I’m actually thinking of making bracelets, seriously, which say WWNT.
What Would Ned Think??
As many of you know Ned Hall was our founder. I had the privilege and honor to work with Ned for three years, and while at the time (I was only in my mid 20’s) I didn’t fully appreciate his dedication and vision, I now (in my late 40’s) can see the method to his madness a bit more clearly.
Ned was relentless, some would say dogmatic, with his vision. He felt very strongly that this was to be a school where young men learned how to live life, not just how to conjugate a verb or solve a word problem. Ned was always telling me that the true education was outside the classroom, and the best lessons were taught in our tired old Suburban or on the tennis court. Most people who met Ned felt he was old school, that he was stuck in his ways. But I would argue that he was actually ahead of his time. That the ideas he brought forth to start this little school were cutting edge for 1979, and most are relevant in 2016.
But this is not 1979. Things have changed. Milk isn’t $1.62 a gallon and a stamp isn’t 15 cents. Just as I can’t get away with wearing my bell-bottoms and wearing my hair in an Afro, we cannot run the school exactly the way it was then. What we can do, however, is stay true to Ned’s vision; we can ask ourselves, WWNT.
With our commitment to community service, co-curricular activities, Monday school cleanings and community dinners, we are holding true to what has made our school a unique and special place that has educated young men struggling in the academic mainstream for over 35 years now. We doggedly hold onto these principals because they define us, and more importantly, they work. Young men who spend time up here still get the support, academic rigor and care which Ned envisioned.
Like Ned did back in 1979, we continue to think outside the box and try new things. For example, academically we utilize technology that was unheard of even a few years ago and will soon be working in conjunction with Boothbay Region High School to offer full college courses. On the non-academic side, we are now lining up internships and work opportunities for the guys where college isn’t in their immediate future, and we can now have our guys fully participate in all of the extra-curricular activities offered at BRHS, including interscholastic sports Some would say we are changing too much, but I’d like to think Ned would have been pretty excited that we are doing all of this and still deliver a first class education up at his little school.
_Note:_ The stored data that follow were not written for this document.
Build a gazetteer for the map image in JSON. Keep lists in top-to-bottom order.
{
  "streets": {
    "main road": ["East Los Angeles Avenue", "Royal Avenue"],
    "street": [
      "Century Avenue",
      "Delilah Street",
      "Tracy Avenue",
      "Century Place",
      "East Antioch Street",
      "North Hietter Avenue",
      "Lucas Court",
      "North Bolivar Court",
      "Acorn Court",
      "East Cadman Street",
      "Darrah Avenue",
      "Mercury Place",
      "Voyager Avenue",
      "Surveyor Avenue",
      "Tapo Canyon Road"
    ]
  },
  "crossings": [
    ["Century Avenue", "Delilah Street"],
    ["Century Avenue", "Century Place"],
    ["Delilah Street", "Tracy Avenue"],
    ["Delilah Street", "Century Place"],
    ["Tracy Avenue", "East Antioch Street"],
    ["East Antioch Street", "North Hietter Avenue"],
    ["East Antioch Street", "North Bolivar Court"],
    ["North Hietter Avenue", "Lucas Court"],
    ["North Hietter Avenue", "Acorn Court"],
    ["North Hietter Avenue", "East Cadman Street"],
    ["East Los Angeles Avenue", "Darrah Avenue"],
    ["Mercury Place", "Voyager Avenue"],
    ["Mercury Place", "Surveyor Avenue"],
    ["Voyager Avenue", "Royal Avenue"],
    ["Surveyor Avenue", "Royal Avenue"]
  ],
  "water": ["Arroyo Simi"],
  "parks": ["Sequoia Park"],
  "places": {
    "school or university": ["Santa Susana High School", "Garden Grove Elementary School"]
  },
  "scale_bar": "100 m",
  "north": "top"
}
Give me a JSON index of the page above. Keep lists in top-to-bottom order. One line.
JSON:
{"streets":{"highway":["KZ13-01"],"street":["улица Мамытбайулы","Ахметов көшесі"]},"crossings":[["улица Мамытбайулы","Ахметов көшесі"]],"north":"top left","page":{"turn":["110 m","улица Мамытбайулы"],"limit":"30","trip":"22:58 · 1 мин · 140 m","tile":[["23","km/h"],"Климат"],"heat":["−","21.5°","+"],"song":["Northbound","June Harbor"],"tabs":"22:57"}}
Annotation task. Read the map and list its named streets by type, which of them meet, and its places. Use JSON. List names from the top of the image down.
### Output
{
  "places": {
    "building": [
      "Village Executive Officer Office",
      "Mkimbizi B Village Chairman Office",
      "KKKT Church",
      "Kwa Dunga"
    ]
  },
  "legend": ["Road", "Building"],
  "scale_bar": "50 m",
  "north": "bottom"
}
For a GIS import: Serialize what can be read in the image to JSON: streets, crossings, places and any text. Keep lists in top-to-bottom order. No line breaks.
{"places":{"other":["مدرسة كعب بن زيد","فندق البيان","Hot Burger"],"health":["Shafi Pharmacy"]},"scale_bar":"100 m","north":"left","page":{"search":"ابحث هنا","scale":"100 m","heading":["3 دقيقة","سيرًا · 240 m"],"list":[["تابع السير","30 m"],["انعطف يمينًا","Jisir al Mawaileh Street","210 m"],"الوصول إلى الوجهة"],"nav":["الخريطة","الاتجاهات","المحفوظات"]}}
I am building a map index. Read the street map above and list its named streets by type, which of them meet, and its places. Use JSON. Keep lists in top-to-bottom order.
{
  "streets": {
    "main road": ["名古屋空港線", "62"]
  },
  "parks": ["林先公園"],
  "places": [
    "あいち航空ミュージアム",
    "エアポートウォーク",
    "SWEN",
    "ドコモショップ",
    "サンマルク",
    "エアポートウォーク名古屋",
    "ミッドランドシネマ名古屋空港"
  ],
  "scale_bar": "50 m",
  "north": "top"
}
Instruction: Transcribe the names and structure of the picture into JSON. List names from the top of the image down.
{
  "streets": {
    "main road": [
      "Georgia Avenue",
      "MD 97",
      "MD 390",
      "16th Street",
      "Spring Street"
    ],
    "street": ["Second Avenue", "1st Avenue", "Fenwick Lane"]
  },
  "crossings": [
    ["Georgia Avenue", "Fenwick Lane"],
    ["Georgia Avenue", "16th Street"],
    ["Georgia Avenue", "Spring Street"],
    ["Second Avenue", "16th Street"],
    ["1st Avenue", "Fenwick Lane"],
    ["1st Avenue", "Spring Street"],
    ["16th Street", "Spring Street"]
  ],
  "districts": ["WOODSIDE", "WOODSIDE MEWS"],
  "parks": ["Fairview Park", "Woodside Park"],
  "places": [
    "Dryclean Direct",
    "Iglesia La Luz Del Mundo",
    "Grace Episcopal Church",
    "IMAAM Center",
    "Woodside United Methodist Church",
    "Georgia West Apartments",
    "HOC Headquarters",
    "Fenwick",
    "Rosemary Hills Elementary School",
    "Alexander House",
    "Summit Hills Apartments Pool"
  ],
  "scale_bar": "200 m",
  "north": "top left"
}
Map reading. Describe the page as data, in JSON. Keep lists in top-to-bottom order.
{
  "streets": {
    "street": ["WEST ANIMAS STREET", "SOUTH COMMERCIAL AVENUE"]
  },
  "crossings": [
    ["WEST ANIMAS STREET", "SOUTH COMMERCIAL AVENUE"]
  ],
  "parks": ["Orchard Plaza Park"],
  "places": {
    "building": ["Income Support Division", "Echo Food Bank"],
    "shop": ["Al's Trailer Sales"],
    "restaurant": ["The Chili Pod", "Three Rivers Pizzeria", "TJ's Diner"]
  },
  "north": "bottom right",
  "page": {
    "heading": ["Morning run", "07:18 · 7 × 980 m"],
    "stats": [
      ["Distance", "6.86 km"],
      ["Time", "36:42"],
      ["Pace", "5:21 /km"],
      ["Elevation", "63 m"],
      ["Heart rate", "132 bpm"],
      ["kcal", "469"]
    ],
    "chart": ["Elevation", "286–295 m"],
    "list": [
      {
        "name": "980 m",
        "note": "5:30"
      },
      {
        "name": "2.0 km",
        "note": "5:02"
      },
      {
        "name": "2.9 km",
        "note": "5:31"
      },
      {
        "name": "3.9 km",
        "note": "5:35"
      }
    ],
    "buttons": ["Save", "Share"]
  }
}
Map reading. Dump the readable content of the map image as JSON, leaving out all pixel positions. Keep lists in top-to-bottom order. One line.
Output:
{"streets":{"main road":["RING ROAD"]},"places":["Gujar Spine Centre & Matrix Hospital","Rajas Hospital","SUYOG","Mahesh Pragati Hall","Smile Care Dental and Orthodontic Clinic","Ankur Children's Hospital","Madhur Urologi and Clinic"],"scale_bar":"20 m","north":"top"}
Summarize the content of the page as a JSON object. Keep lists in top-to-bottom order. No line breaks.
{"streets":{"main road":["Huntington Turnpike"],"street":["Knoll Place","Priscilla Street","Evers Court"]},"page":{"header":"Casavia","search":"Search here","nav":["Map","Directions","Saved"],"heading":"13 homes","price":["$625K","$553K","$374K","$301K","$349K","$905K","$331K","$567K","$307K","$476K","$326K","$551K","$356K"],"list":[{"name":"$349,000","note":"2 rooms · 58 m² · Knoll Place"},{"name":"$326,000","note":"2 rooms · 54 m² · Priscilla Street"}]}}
Yes, Ned would be upset that dinner is no longer at 7:30, and that we no longer have a formal dinner Sunday night. But I know he’d be happy that we now gather as a community every morning to talk about what’s coming up today, and to share any concerns any of us may have.
So, what would Ned think? I think he’d be proud of where Deck House is today. I think he’d love the classes we’re teaching, I think he’d be mad he would be banished to smoking his pipe only in his office, and I think he’d want us to keep going, to keep tinkering and to keep teaching. I think he’d love playing backgammon with the guys, and telling them stories; all the while teaching both the boys and himself. Most of all, however, I think he’d be upset that I spent this much time talking about him!